Final Fantasy Tactics Advance/YMMV


  • Alternate Character Interpretation: There are those who believe that Marche is really the villain and that Ivalice is a real world that he is committing genocide against. Word of God tells us to stop using Fridge Logic and stop asking questions.
  • Author's Saving Throw: The Radio Edition addresses Marche's motivations and the nature of Ivalice far more in order to avoid the issues players had with the game. And the sequel confirms that, whatever else he did, Marche's actions in the story don't amount to genocide.
  • Broken Base: The game itself heavily divided fans of the Tactics series on several aspects:
    • The gameplay changed significantly, removing permadeath, speeding up combat, and dividing characters into five races in a way that prevents characters from becoming cookie-cutter duplicates of each other but also limits customization options in terms of what classes any given character can take.

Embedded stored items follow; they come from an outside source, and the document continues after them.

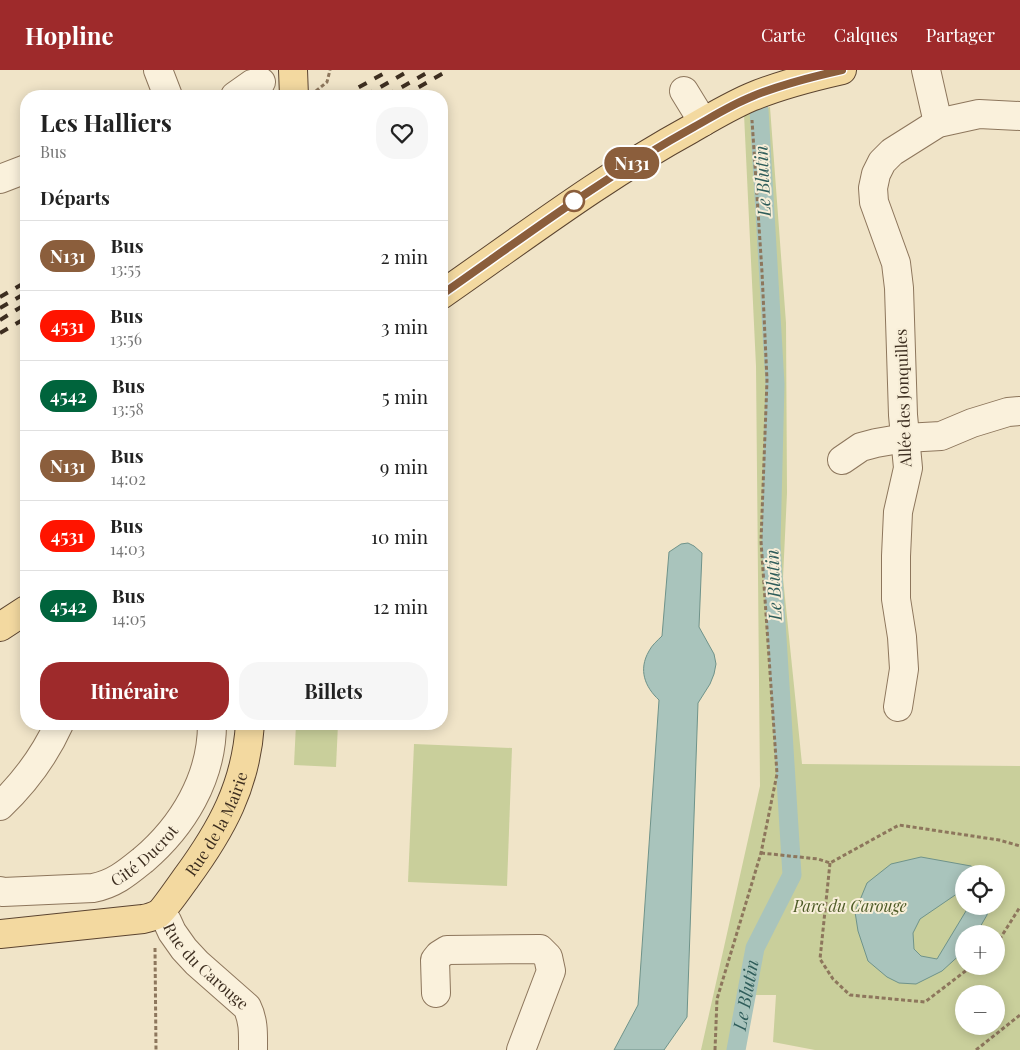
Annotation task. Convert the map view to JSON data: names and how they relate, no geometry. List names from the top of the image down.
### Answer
{
  "streets": {
    "main road": ["Rue de la Mairie"],
    "street": ["Allée des Jonquilles", "Cité Ducrot", "Rue du Carouge"]
  },
  "crossings": [
    ["Rue de la Mairie", "Rue du Carouge"]
  ],
  "water": ["Le Blutin"],
  "parks": ["Parc du Carouge"],
  "lines": ["bus line N131"],
  "page": {
    "header": "Hopline",
    "nav": ["Carte", "Calques", "Partager"],
    "on_map": "N131",
    "heading": [
      ["Les Halliers", "Bus"],
      "Départs"
    ],
    "list": [
      {
        "mark": "N131",
        "name": "Bus",
        "note": "13:55",
        "value": "2 min"
      },
      {
        "mark": "4531",
        "name": "Bus",
        "note": "13:56",
        "value": "3 min"
      },
      {
        "mark": "4542",
        "name": "Bus",
        "note": "13:58",
        "value": "5 min"
      },
      {
        "mark": "N131",
        "name": "Bus",
        "note": "14:02",
        "value": "9 min"
      },
      {
        "mark": "4531",
        "name": "Bus",
        "note": "14:03",
        "value": "10 min"
      },
      {
        "mark": "4542",
        "name": "Bus",
        "note": "14:05",
        "value": "12 min"
      }
    ],
    "buttons": ["Itinéraire", "Billets"],
    "map_buttons": ["+", "−"]
  }
}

    • The plot is much lighter and lacks the political drama of the original. Some prefer the more straightforward plot and see it as having elements of genre deconstruction, while others see it as oversimplified and aimed at a younger audience (especially in terms of a somewhat Anvilicious aesop about not running from reality, which is normally an aesop confined to media for young children).
    • The game made traditional Final Fantasy races far more prominent, with Moogles having a major role as race rather than just a cameo as a summon, and introduced a variety of animal-themed fantasy races. Some fans liked this, while others saw it as aiming the game at a much younger audience than the more serious human-oriented political drama of the original.
    • Fans are divided regarding the legitimacy of Marche's reasoning to destroy Ivalice.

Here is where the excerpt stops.